À moins d’avoir passé les deux dernières années dans une grotte, il est pour ainsi dire impossible d’avoir échappé au phénomène Electric Callboy. Depuis le single « Hypa Hypa », les Allemands ont su entretenir la hype, tout d’abord en collaborant avec des artistes variés pour des versions et des clips toujours plus déjantés de « Hypa Hypa » (ma reprise préférée étant celle des rappeurs de 257ers), puis en sortant quelques morceaux imparables.

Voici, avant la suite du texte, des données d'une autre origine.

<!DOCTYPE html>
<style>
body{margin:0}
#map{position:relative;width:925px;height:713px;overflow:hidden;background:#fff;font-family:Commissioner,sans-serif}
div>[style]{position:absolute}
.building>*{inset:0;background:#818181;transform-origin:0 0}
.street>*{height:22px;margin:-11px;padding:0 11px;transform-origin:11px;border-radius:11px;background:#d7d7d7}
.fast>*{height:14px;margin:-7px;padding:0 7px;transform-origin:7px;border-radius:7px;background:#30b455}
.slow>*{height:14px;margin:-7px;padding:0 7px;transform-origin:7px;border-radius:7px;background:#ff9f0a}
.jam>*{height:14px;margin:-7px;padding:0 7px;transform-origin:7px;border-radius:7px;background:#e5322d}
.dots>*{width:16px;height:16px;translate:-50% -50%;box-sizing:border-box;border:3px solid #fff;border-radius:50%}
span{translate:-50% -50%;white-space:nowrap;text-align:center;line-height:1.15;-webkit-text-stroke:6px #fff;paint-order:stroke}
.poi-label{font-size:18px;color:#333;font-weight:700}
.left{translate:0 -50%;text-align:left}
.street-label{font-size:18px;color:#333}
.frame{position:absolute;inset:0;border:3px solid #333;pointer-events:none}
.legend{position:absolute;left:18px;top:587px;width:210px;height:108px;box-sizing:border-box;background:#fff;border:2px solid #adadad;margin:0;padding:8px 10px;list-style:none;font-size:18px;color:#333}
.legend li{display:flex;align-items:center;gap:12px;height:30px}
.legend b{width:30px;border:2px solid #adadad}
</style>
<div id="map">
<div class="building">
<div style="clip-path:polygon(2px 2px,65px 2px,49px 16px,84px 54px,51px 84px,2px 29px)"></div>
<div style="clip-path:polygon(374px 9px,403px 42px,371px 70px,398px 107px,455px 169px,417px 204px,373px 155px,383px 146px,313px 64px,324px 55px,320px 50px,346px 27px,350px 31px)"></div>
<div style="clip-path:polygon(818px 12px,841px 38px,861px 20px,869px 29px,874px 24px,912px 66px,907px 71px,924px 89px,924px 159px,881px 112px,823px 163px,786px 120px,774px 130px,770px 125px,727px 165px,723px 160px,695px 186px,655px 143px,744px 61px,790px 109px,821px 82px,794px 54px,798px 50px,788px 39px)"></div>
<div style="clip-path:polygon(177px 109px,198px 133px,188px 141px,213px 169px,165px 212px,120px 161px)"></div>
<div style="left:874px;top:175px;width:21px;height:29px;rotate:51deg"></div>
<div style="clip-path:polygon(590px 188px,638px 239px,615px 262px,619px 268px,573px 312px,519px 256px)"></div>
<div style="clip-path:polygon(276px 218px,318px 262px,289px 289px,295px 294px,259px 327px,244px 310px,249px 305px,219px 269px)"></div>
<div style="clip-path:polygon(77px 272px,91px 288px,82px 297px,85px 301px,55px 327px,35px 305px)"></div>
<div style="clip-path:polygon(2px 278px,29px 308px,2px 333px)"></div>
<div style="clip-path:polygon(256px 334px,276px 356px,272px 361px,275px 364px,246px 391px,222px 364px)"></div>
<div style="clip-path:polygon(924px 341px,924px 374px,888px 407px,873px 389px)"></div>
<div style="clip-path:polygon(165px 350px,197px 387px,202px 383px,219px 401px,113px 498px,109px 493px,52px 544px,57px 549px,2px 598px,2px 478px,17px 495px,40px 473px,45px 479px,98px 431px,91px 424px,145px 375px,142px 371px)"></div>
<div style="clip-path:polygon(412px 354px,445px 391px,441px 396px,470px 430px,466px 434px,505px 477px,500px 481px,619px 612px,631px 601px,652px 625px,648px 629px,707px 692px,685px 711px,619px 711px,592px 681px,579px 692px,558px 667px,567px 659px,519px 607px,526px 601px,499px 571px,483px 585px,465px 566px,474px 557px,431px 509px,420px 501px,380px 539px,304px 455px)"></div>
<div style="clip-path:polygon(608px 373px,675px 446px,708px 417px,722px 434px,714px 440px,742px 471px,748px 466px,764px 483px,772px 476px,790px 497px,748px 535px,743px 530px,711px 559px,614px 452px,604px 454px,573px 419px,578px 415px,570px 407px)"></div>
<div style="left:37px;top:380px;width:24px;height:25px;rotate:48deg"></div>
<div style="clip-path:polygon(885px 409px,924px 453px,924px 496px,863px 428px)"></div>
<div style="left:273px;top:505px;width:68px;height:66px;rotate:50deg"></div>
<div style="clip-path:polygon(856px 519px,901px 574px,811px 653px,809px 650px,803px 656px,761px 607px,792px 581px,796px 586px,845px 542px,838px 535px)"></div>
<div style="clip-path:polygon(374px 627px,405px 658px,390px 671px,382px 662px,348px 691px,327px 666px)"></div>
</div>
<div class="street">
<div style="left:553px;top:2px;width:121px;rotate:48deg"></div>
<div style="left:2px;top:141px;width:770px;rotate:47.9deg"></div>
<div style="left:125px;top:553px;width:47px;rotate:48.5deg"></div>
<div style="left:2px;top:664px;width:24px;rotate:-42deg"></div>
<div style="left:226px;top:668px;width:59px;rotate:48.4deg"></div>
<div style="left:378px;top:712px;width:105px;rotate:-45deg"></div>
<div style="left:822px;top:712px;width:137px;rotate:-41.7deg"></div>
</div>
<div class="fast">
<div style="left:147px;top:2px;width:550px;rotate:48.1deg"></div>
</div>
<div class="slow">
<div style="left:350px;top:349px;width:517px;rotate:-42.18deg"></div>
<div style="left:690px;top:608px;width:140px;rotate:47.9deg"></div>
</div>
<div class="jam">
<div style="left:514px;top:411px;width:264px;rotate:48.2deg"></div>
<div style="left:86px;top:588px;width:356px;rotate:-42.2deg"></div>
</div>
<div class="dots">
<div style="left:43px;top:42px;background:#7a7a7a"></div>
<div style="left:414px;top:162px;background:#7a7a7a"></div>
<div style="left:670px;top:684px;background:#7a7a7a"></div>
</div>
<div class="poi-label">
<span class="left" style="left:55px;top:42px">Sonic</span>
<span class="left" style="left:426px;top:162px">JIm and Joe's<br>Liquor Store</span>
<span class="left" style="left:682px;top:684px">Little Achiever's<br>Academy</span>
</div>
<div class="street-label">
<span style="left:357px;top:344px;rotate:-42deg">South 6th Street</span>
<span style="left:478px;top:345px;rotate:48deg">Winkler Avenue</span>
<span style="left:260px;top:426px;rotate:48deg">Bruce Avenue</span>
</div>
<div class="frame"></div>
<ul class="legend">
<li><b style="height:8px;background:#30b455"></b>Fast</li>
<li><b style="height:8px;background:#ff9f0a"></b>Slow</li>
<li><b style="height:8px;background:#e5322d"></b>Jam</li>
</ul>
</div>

« We Got The Moves », « Pump It », « Spaceman », « Fuckboi » et, il y a quelques semaines, « Hurrikan » : le groupe est très présent et entretient ce buzz depuis maintenant de longs mois. Ajoutez à cela une candidature à l’Eurovision, une tournée avec de nombreux concerts sold out et des prestations très énergiques et fun et vous avez le groupe le plus bankable depuis Ghost, les masques en moins, la dérision et les paillettes en plus. Et pourtant, on oublie un peu vite que le groupe fête déjà ses 12 ans et en est à son 6e album. Alors, Tekkno marquera enfin le moment de la consécration pour Electric Callboy ?

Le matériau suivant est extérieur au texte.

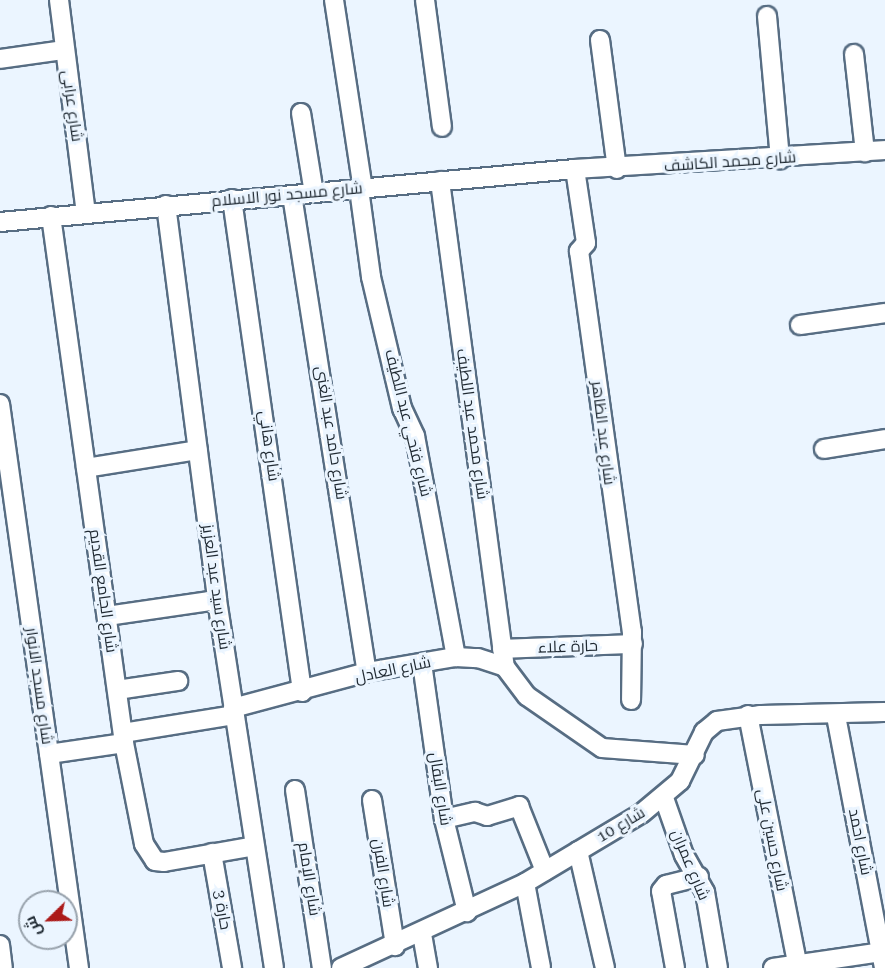 <!DOCTYPE html>
<meta charset="utf-8">
<style>
body{margin:0}
#map{position:relative;width:885px;height:968px;overflow:hidden;background:#ebf5ff;font-family:"Roboto Serif",Cairo,serif}
div>[style]{position:absolute}
[style*='--x']{left:calc(var(--x)*1px);top:calc(var(--y)*1px);width:calc(var(--w)*1px);rotate:calc(var(--a)*1deg)}
.roads{filter:drop-shadow(2px 0 #576d83) drop-shadow(-2px 0 #576d83) drop-shadow(0 2px #576d83) drop-shadow(0 -2px #576d83)}
.street>*{height:18px;margin:-9px;padding:0 9px;transform-origin:9px;border-radius:9px;background:#fff}
span{translate:-50% -50%;white-space:nowrap;text-align:center;line-height:1.15;-webkit-text-stroke:6px #ebf5ff;paint-order:stroke}
.street-label{font-size:16px;color:#1f2932}
.north{position:absolute;left:18px;top:890px;width:60px;height:60px;box-sizing:border-box;background:#ebf5ff;border:2px solid #99a3ad;border-radius:50%;rotate:247deg;font-size:16px;font-weight:700;line-height:24px;text-align:center;color:#1f2932}
.north::after{content:'';display:block;margin:auto;width:21px;height:27px;background:#ac1a19;clip-path:polygon(50% 0,100% 100%,50% 72%,0 100%)}
</style>
<div id="map">
<div class="roads">
<div class="street">
<i style="--x:59;--y:0;--w:215;--a:82.8"></i>
<i style="--x:334;--y:0;--w:191;--a:81.3"></i>
<i style="--x:425;--y:0;--w:128;--a:82.4"></i>
<i style="--x:767;--y:16;--w:144;--a:84.8"></i>
<i style="--x:600;--y:40;--w:130;--a:82.5"></i>
<i style="--x:854;--y:54;--w:99;--a:83.6"></i>
<i style="--x:0;--y:59;--w:65;--a:-8"></i>
<i style="--x:301;--y:113;--w:81;--a:80.8"></i>
<i style="--x:575;--y:169;--w:75;--a:81.5"></i>
<i style="--x:586;--y:243;--w:11;--a:131"></i>
<i style="--x:579;--y:251;--w:385;--a:82.1"></i>
<i style="--x:632;--y:632;--w:68;--a:90.8"></i>
<i style="--x:440;--y:181;--w:490;--a:82.4"></i>
<i style="--x:359;--y:189;--w:89;--a:82.2"></i>
<i style="--x:371;--y:277;--w:135;--a:76.7"></i>
<i style="--x:402;--y:408;--w:31;--a:65"></i>
<i style="--x:415;--y:436;--w:225;--a:79.5"></i>
<i style="--x:292;--y:195;--w:483;--a:81.1"></i>
<i style="--x:232;--y:199;--w:498;--a:81.9"></i>
<i style="--x:166;--y:205;--w:398;--a:82.6"></i>
<i style="--x:217;--y:600;--w:372;--a:81.2"></i>
<i style="--x:51;--y:216;--w:532;--a:82.11"></i>
<i style="--x:124;--y:743;--w:103;--a:78.8"></i>
<i style="--x:144;--y:844;--w:20;--a:57"></i>
<i style="--x:155;--y:861;--w:9;--a:6"></i>
<i style="--x:164;--y:862;--w:92;--a:-10"></i>
<i style="--x:0;--y:222;--w:577;--a:-5.27"></i>
<i style="--x:575;--y:169;--w:311;--a:-3.5"></i>
<i style="--x:800;--y:325;--w:86;--a:-8"></i>
<i style="--x:0;--y:404;--w:570;--a:82.03"></i>
<i style="--x:824;--y:449;--w:62;--a:-9.3"></i>
<i style="--x:86;--y:468;--w:113;--a:-9.1"></i>
<i style="--x:107;--y:616;--w:111;--a:-8.3"></i>
<i style="--x:502;--y:649;--w:131;--a:-2.2"></i>
<i style="--x:422;--y:663;--w:158;--a:82"></i>
<i style="--x:444;--y:819;--w:96;--a:76.1"></i>
<i style="--x:117;--y:690;--w:62;--a:-8.4"></i>
<i style="--x:233;--y:708;--w:139;--a:-15"></i>
<i style="--x:367;--y:672;--w:90;--a:-9.6"></i>
<i style="--x:456;--y:657;--w:22;--a:3"></i>
<i style="--x:478;--y:658;--w:28;--a:18"></i>
<i style="--x:505;--y:667;--w:36;--a:53"></i>
<i style="--x:527;--y:696;--w:91;--a:34.7"></i>
<i style="--x:602;--y:748;--w:93;--a:4.3"></i>
<i style="--x:748;--y:715;--w:258;--a:78.8"></i>
<i style="--x:836;--y:716;--w:257;--a:79.2"></i>
<i style="--x:123;--y:733;--w:112;--a:-9.2"></i>
<i style="--x:49;--y:754;--w:76;--a:-8.3"></i>
<i style="--x:295;--y:790;--w:180;--a:81.4"></i>
<i style="--x:664;--y:798;--w:60;--a:70.7"></i>
<i style="--x:684;--y:855;--w:43;--a:60.4"></i>
<i style="--x:705;--y:892;--w:77;--a:80.3"></i>
<i style="--x:372;--y:800;--w:148;--a:81"></i>
<i style="--x:444;--y:819;--w:32;--a:-13"></i>
<i style="--x:475;--y:812;--w:13;--a:18"></i>
<i style="--x:487;--y:816;--w:34;--a:-17"></i>
<i style="--x:519;--y:806;--w:70;--a:68.2"></i>
<i style="--x:578;--y:851;--w:120;--a:77"></i>
<i style="--x:212;--y:853;--w:117;--a:80.1"></i>
<i style="--x:525;--y:883;--w:86;--a:79.3"></i>
<i style="--x:422;--y:934;--w:35;--a:80"></i>
<i style="--x:0;--y:945;--w:23;--a:83"></i>
<i style="--x:341;--y:968;--w:203;--a:-24.8"></i>
<i style="--x:525;--y:883;--w:136;--a:-30.9"></i>
<i style="--x:642;--y:813;--w:50;--a:-40.1"></i>
<i style="--x:680;--y:781;--w:55;--a:-63.9"></i>
<i style="--x:704;--y:732;--w:17;--a:-40"></i>
<i style="--x:717;--y:721;--w:43;--a:-7.9"></i>
<i style="--x:760;--y:715;--w:125;--a:-1.4"></i>
<i style="--x:675;--y:968;--w:78;--a:-100.3"></i>
<i style="--x:661;--y:891;--w:8;--a:-50"></i>
<i style="--x:666;--y:885;--w:34;--a:-14"></i>
<i style="--x:773;--y:968;--w:109;--a:-8.4"></i>
</div>
</div>
<div class="street-label">
<span style="left:72px;top:106px;rotate:82deg">شارع عرابى</span>
<span style="left:730px;top:162px;rotate:-4deg">شارع محمد الكاشف</span>
<span style="left:287px;top:195px;rotate:-5deg">شارع مسجد نور الاسلام</span>
<span style="left:408px;top:423px;rotate:76deg">شارع فتحي عبد اللطيف</span>
<span style="left:472px;top:424px;rotate:82deg">شارع محمد عبد اللطيف</span>
<span style="left:331px;top:433px;rotate:81deg">شارع حامد عبد الغنى</span>
<span style="left:603px;top:433px;rotate:83deg">شارع عبد الظاهر</span>
<span style="left:269px;top:446px;rotate:82deg">شارع هاني</span>
<span style="left:216px;top:587px;rotate:82deg">شارع سيد عبد العزيز</span>
<span style="left:103px;top:591px;rotate:82deg">شارع الجامع القديم</span>
<span style="left:568px;top:647px;rotate:-2deg">حارة علاء</span>
<span style="left:393px;top:670px;rotate:-12deg">شارع العادل</span>
<span style="left:39px;top:686px;rotate:82deg">شارع مسجد الانوار</span>
<span style="left:440px;top:789px;rotate:81deg">شارع البقال</span>
<span style="left:621px;top:825px;rotate:-31deg">شارع 10</span>
<span style="left:772px;top:840px;rotate:79deg">شارع حسين على</span>
<span style="left:860px;top:842px;rotate:79deg">شارع احمد</span>
<span style="left:690px;top:865px;rotate:67deg">شارع عمران</span>
<span style="left:383px;top:873px;rotate:81deg">شارع الفرن</span>
<span style="left:309px;top:879px;rotate:81deg">شارع الإمام</span>
<span style="left:222px;top:910px;rotate:80deg">حارة 3</span>
</div>
<div class="north">ش</div>
</div>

En fait, cet album est, paradoxalement, presque inutile. Parce que tout le monde en connaît déjà la « meilleure » moitié si on fait abstraction de « Fuckboi » qui est, à mes yeux, le morceau le plus faible de l’album. Dans le meilleur des mondes, il aurait pu être remplacé par « Castrop x Spandau » (qui est en fait un morceau de Kalle Koschinsky avec EC en guest). Et le reste, me direz-vous ? Mis à part « Tekkno Train » et son tchou tchou tchou qui apporte cette petite étincelle de folie, les 4 morceaux restants sont plus proches des morceaux traditionnels d’Electric Callboy (du temps où le groupe s’appelait encore Eskimo Callboy). Ils ne sont pas mauvais, loin de là, mais ils n’ont pas le même potentiel tubesque que les morceaux sortis jusqu’à présent.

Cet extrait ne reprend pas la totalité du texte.